→ Work task:
Repeat, line for line, the entries printed below.

== Source material

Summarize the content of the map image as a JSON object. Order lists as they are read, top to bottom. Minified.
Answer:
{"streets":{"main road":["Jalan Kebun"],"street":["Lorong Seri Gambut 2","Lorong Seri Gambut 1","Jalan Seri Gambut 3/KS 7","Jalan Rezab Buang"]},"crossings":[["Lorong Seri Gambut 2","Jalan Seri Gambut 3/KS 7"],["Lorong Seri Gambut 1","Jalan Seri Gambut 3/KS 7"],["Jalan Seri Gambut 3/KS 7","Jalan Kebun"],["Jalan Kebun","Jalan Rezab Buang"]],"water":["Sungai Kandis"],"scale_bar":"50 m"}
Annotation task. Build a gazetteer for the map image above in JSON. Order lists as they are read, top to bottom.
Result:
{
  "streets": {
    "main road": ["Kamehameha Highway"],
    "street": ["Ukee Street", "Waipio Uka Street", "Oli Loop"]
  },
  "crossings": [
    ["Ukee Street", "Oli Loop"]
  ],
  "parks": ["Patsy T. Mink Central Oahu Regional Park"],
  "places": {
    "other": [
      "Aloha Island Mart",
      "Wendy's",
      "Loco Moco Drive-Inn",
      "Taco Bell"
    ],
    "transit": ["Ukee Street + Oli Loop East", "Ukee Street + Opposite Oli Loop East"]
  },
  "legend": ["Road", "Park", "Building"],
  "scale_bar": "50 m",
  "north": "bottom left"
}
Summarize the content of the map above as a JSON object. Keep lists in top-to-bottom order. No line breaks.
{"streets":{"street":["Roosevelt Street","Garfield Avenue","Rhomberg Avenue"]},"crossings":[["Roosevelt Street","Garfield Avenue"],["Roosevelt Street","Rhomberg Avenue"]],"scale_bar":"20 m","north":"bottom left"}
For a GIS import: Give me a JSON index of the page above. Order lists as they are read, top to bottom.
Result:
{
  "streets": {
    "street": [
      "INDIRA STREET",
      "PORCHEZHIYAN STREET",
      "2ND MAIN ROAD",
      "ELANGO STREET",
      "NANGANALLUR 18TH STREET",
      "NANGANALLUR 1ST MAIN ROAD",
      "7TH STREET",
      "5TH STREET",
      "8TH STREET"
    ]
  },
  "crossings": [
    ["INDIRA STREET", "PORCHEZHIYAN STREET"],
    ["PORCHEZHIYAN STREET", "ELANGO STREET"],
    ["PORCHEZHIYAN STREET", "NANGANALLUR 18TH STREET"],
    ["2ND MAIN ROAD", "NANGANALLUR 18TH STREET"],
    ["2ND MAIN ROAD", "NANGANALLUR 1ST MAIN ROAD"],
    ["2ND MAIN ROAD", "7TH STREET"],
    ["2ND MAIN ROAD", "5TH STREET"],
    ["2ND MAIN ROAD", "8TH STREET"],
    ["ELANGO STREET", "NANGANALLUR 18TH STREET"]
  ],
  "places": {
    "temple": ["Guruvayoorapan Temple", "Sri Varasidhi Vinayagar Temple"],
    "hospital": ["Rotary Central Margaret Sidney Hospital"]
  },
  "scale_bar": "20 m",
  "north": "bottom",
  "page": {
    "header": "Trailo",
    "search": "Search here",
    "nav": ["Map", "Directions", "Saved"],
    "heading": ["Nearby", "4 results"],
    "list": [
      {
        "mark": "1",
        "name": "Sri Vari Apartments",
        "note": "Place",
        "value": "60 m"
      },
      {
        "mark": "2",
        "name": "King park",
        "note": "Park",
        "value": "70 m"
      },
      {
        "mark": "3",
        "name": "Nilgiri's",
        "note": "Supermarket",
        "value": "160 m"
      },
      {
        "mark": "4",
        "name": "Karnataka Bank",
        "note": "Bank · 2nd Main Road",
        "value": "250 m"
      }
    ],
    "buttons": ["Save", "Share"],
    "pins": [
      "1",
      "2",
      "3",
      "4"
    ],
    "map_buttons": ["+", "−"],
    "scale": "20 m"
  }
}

====

→ The answer:
Summarize the content of the map image as a JSON object. Order lists as they are read, top to bottom. Minified.
Answer:
{"streets":{"main road":["Jalan Kebun"],"street":["Lorong Seri Gambut 2","Lorong Seri Gambut 1","Jalan Seri Gambut 3/KS 7","Jalan Rezab Buang"]},"crossings":[["Lorong Seri Gambut 2","Jalan Seri Gambut 3/KS 7"],["Lorong Seri Gambut 1","Jalan Seri Gambut 3/KS 7"],["Jalan Seri Gambut 3/KS 7","Jalan Kebun"],["Jalan Kebun","Jalan Rezab Buang"]],"water":["Sungai Kandis"],"scale_bar":"50 m"}
Annotation task. Build a gazetteer for the map image above in JSON. Order lists as they are read, top to bottom.
Result:
{
  "streets": {
    "main road": ["Kamehameha Highway"],
    "street": ["Ukee Street", "Waipio Uka Street", "Oli Loop"]
  },
  "crossings": [
    ["Ukee Street", "Oli Loop"]
  ],
  "parks": ["Patsy T. Mink Central Oahu Regional Park"],
  "places": {
    "other": [
      "Aloha Island Mart",
      "Wendy's",
      "Loco Moco Drive-Inn",
      "Taco Bell"
    ],
    "transit": ["Ukee Street + Oli Loop East", "Ukee Street + Opposite Oli Loop East"]
  },
  "legend": ["Road", "Park", "Building"],
  "scale_bar": "50 m",
  "north": "bottom left"
}
Summarize the content of the map above as a JSON object. Keep lists in top-to-bottom order. No line breaks.
{"streets":{"street":["Roosevelt Street","Garfield Avenue","Rhomberg Avenue"]},"crossings":[["Roosevelt Street","Garfield Avenue"],["Roosevelt Street","Rhomberg Avenue"]],"scale_bar":"20 m","north":"bottom left"}
For a GIS import: Give me a JSON index of the page above. Order lists as they are read, top to bottom.
Result:
{
  "streets": {
    "street": [
      "INDIRA STREET",
      "PORCHEZHIYAN STREET",
      "2ND MAIN ROAD",
      "ELANGO STREET",
      "NANGANALLUR 18TH STREET",
      "NANGANALLUR 1ST MAIN ROAD",
      "7TH STREET",
      "5TH STREET",
      "8TH STREET"
    ]
  },
  "crossings": [
    ["INDIRA STREET", "PORCHEZHIYAN STREET"],
    ["PORCHEZHIYAN STREET", "ELANGO STREET"],
    ["PORCHEZHIYAN STREET", "NANGANALLUR 18TH STREET"],
    ["2ND MAIN ROAD", "NANGANALLUR 18TH STREET"],
    ["2ND MAIN ROAD", "NANGANALLUR 1ST MAIN ROAD"],
    ["2ND MAIN ROAD", "7TH STREET"],
    ["2ND MAIN ROAD", "5TH STREET"],
    ["2ND MAIN ROAD", "8TH STREET"],
    ["ELANGO STREET", "NANGANALLUR 18TH STREET"]
  ],
  "places": {
    "temple": ["Guruvayoorapan Temple", "Sri Varasidhi Vinayagar Temple"],
    "hospital": ["Rotary Central Margaret Sidney Hospital"]
  },
  "scale_bar": "20 m",
  "north": "bottom",
  "page": {
    "header": "Trailo",
    "search": "Search here",
    "nav": ["Map", "Directions", "Saved"],
    "heading": ["Nearby", "4 results"],
    "list": [
      {
        "mark": "1",
        "name": "Sri Vari Apartments",
        "note": "Place",
        "value": "60 m"
      },
      {
        "mark": "2",
        "name": "King park",
        "note": "Park",
        "value": "70 m"
      },
      {
        "mark": "3",
        "name": "Nilgiri's",
        "note": "Supermarket",
        "value": "160 m"
      },
      {
        "mark": "4",
        "name": "Karnataka Bank",
        "note": "Bank · 2nd Main Road",
        "value": "250 m"
      }
    ],
    "buttons": ["Save", "Share"],
    "pins": [
      "1",
      "2",
      "3",
      "4"
    ],
    "map_buttons": ["+", "−"],
    "scale": "20 m"
  }
}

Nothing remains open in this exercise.